Genau dies aber ist der Fall. Die Ausdehnung der präventiven und repressiven Eingriffsbefugnisse hat Auswirkungen auf das gesamte gesellschaftliche Leben. In letzter Zeit ist die schleichende Entwicklung hin zu einem Präventionsstaat zu beobachten. Abstrakte Gefahren sollen bekämpft werden, bevor sie sich konkretisiert haben. Deshalb haben Polizei, Strafverfolgungsbehörden und Geheimdienste neue Kompetenzen erhalten, nicht nur gegen potentielle Kriminelle und zwar bereits im Vorfeld von Straftaten vorzugehen, sondern darüber hinaus auch Maßnahmen zu ergreifen, die immer auch gegen völlig Unverdächtige betreffen. Hinzu kommt, daß die Abgrenzung zwischen Unverdächtigen und potentiell Kriminellen aufgrund der Zufälligkeit der Kriterien schwierig ist. Das Festhalten von Straftätern und Straftäterinnen allein aufgrund unsicherer Gefährlichkeitsprognosen in der Sicherungsverwahrung oder die Überprüfung von Bevölkerungsgruppen nur aufgrund bestimmter Merkmale mit der Rasterfahndung sind Beispiele für diese Entwicklung.
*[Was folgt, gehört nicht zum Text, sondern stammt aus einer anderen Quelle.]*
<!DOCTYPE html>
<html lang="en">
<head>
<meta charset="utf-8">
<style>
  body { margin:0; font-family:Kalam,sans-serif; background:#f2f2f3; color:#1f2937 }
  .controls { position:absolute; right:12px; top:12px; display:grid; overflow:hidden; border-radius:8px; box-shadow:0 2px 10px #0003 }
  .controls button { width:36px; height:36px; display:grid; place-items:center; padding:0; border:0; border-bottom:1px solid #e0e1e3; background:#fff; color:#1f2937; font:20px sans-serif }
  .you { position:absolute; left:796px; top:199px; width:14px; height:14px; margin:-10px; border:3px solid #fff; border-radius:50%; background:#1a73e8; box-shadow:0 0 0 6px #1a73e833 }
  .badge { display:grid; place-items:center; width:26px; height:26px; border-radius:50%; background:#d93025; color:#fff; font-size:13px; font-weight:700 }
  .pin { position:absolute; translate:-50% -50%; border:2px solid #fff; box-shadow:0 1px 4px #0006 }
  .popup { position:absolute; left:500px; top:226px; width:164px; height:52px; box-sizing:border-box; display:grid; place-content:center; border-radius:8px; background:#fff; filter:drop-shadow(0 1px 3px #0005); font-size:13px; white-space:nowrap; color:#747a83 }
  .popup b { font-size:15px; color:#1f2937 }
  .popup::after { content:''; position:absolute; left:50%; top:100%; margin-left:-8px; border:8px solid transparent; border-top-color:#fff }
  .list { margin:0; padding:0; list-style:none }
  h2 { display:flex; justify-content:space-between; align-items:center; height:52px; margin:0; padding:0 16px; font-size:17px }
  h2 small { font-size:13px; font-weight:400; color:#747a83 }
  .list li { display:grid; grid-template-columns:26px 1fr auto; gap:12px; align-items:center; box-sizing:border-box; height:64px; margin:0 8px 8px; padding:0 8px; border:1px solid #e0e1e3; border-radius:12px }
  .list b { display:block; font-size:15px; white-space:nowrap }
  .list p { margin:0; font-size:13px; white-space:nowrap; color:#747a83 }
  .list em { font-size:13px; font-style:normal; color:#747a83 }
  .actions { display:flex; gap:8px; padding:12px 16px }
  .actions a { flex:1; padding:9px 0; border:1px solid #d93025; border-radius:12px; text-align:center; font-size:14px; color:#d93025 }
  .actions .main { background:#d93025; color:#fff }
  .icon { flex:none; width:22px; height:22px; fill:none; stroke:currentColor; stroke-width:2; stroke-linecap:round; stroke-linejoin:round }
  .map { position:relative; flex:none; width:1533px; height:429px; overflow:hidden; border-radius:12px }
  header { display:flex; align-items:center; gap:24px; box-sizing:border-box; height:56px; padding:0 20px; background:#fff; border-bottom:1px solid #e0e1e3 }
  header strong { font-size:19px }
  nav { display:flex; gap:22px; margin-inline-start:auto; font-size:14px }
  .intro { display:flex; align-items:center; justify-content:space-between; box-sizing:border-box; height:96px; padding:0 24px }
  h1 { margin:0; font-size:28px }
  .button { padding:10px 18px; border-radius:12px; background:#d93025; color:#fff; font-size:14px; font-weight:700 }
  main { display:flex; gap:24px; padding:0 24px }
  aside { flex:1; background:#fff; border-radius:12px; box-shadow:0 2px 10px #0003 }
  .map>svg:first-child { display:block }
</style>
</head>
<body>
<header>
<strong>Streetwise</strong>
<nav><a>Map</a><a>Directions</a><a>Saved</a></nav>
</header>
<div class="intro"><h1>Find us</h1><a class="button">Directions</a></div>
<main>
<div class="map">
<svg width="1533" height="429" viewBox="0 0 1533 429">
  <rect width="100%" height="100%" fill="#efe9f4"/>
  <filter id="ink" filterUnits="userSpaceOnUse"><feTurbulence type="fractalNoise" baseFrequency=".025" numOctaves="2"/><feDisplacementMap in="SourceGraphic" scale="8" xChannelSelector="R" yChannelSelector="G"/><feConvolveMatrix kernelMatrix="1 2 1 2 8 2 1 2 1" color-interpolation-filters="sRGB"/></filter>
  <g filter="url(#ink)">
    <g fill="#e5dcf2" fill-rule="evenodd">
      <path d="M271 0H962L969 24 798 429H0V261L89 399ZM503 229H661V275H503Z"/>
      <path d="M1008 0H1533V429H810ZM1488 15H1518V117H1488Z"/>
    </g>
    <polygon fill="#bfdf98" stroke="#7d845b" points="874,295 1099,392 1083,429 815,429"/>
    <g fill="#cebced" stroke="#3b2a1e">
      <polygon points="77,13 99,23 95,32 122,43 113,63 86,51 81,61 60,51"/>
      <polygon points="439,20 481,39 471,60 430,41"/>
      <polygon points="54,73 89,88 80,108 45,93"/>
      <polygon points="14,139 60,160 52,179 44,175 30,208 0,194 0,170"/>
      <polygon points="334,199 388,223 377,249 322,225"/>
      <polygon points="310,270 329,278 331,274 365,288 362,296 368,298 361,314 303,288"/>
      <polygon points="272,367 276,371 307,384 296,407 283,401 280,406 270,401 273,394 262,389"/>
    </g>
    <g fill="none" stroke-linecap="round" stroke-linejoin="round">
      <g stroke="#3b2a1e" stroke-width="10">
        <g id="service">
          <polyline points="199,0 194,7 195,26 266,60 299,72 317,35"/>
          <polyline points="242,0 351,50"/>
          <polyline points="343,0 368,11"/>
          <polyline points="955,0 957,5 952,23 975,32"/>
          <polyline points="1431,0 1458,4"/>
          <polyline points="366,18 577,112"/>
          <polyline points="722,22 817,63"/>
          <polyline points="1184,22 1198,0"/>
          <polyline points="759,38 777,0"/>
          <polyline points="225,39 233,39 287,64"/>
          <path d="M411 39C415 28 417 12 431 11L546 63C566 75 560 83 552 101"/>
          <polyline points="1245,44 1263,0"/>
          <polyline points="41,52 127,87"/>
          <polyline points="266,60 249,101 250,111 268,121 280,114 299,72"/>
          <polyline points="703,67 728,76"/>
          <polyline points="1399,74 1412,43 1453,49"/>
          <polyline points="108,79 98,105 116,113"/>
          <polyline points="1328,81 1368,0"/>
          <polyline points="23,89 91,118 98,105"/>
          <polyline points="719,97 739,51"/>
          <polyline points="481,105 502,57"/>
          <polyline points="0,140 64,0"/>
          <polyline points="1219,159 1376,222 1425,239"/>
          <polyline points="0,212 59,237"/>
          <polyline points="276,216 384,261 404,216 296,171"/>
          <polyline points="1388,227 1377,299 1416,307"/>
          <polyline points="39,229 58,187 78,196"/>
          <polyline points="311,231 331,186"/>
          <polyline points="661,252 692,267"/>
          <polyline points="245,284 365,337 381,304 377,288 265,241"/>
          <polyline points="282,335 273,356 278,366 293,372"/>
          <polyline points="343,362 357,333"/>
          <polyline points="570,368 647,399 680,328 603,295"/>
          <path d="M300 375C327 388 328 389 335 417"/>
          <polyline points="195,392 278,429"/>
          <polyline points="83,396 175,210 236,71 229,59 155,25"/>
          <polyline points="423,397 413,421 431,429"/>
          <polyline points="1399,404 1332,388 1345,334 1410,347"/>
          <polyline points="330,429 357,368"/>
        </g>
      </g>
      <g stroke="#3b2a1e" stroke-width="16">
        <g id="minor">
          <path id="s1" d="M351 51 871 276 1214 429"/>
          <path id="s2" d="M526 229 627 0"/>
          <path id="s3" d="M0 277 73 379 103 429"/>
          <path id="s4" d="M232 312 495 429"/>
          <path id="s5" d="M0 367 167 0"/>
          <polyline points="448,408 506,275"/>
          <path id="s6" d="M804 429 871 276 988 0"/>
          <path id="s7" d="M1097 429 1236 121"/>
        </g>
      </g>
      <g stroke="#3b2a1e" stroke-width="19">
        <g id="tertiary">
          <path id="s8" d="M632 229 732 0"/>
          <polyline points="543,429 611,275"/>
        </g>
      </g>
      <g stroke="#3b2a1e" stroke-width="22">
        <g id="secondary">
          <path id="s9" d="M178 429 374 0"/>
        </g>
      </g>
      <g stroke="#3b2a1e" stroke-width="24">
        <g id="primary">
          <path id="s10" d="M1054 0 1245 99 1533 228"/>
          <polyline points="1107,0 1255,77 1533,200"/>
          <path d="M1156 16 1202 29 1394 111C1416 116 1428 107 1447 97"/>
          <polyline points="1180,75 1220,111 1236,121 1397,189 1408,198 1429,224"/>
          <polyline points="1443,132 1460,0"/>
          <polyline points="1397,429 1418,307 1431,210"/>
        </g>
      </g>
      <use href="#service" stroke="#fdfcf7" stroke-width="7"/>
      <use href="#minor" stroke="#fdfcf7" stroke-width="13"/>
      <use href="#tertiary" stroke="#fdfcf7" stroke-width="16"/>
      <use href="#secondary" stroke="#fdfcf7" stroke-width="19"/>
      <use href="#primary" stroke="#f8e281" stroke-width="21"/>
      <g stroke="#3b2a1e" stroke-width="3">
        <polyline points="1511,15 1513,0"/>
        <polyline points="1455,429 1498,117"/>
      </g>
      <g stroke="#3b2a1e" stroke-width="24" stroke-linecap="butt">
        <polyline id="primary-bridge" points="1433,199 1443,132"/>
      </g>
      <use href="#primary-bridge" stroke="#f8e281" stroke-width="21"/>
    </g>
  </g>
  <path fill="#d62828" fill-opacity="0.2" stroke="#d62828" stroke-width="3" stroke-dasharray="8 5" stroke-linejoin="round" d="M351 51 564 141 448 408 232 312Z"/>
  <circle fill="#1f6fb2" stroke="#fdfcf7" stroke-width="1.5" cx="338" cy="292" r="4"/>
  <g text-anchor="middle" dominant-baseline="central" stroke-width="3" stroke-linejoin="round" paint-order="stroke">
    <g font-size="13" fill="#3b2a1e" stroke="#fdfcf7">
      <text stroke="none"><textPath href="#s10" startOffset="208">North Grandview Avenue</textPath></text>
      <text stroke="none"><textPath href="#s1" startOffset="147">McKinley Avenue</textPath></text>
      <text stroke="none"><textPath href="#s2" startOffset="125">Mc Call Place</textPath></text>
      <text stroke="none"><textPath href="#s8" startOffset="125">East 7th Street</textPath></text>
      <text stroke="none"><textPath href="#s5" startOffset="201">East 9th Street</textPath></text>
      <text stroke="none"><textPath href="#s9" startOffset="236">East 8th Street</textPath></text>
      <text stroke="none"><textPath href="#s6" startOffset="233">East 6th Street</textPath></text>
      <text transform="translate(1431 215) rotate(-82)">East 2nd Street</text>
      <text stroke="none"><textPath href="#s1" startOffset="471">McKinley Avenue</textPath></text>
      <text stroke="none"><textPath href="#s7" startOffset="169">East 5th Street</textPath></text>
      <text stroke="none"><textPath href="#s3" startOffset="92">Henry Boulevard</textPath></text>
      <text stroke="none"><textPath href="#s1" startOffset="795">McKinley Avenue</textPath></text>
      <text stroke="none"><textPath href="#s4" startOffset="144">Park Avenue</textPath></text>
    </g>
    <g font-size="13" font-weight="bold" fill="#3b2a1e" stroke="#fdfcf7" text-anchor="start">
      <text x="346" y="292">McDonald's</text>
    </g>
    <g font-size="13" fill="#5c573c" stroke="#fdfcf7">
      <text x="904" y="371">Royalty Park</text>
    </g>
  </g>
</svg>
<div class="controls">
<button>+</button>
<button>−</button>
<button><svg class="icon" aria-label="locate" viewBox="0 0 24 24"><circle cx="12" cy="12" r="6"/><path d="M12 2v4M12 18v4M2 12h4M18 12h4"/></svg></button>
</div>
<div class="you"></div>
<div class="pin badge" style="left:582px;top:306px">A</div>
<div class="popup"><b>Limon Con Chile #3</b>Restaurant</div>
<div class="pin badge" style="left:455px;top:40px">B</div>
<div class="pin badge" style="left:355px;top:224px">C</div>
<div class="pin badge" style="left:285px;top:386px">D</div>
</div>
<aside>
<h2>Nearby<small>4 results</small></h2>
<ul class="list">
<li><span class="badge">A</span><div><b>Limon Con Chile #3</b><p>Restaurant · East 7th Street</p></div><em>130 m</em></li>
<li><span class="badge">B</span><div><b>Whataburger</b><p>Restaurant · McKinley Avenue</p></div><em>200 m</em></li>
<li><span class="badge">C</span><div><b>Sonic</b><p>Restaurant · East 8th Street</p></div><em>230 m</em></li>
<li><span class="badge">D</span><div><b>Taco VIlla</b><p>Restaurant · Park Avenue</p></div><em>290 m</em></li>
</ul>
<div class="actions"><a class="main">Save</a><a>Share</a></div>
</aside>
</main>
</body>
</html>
Dadurch entsteht ein Generalverdacht gegen alles, jeden und jede, der weitreichende Folgen hat. Diejenigen, die fürchten müssen, jederzeit Ziel einer Rasterfahndung oder durch heimliche Methoden ausspioniert zu werden, versuchen, ihr Verhalten so auszurichten, daß es nicht als kriminell eingeschätzt werden kann. Antizipierte Anpassung an das vermutete typische Verhalten ist die Folge.

Dieses Heft soll diese Entwicklung kritisch begleiten. Dabei werden Kriminalität und Kriminalitätsbekämpfung nicht als gegebene Realität hingenommen, sondern daraufhin untersucht, welche gesellschaftlichen Zuschreibungsprozesse ihnen vorausgehen und welche gesellschaftlichen Veränderungen ihnen folgen.